PALERMO (ITALPRESS) – "Falcone era un magistrato inarrestabile, un motore trainante, un uomo che non si fermava mai. Si portava persino il lavoro a casa, era impegnato davvero per noi, per cercare di dare una svolta di legalità alla società in cui viveva". Così Giuseppe Costanza, l'autista di Giovanni Falcone, intervenuto ai microfoni di Rai Radio2 nel corso del format "I Lunatici".

"Di quel 23 maggio 1992 – dice – ricordo lo sguardo dei due, di Falcone e la moglie Francesca Morvillo, che si incrociano nello sguardo, con lei che annuisce. Falcone in quel momento spense la macchina e tolse le chiavi, io lo redarguii dicendogli che così ci saremmo ammazzati, lui ha guardato la moglie, lei ha sorriso e lui mi ha chiesto scusa.

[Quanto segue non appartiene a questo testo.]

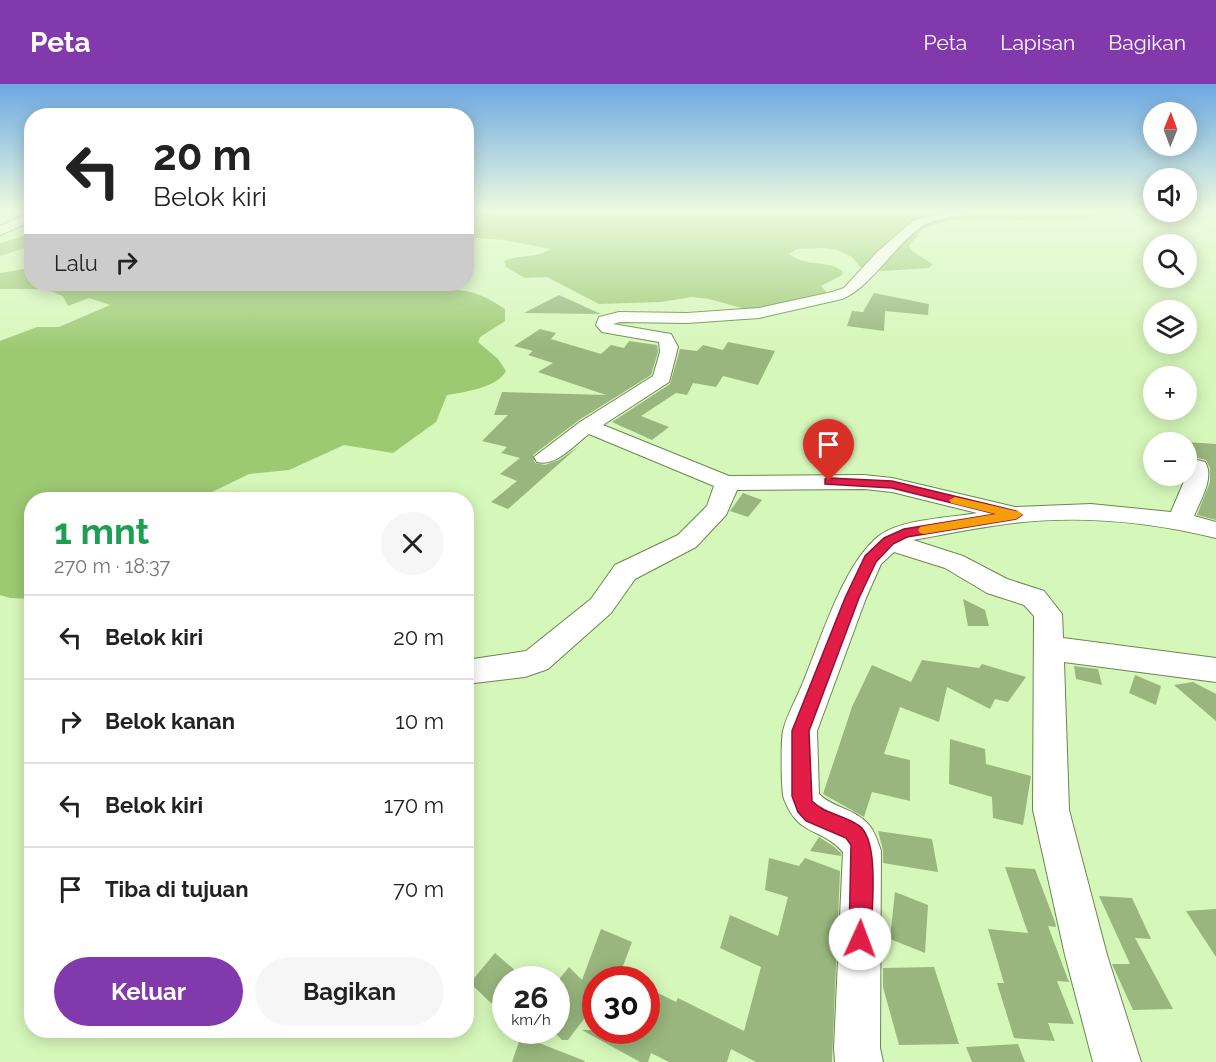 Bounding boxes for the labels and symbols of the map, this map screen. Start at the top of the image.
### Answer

Ma con quel gesto mi ha salvato la vita, perché la macchina rallentò quel tanto che bastò per non prendere l'esplosione in pieno. Falcone mi ha salvato la vita".

"Negli anni – aggiunge Costanza – mi hanno fatto sentire in colpa di essere sopravvissuto. Perché ritenevano che se io fossi stato seduto alla guida e non dietro lui si sarebbe salvato e non io. Ma non è così. Se avessi guidato io saremmo arrivati a prendere l'esplosione in pieno, perché non avremmo rallentato. Ci sono stati 23 anni di silenzio nei miei confronti, una cosa vergognosa. Un giorno ero davanti alla televisione a guardare una delle ricorrenze e mio nipote mi disse 'nonno ma non c'eri anche tu a Capaci? Perché non sei sul palco con quelle persone?'. Mi ha mortificato la sua questione, aveva ragione. Attorno a me si è creato il silenzio mentre persone che con le stragi non c'entravano niente hanno fatto passerella e si sono messi in mostra. Sono stato abbandonato. Mi hanno condannato all'oblio forse perché non faccio parte della casta. Io per loro sono solo un autista".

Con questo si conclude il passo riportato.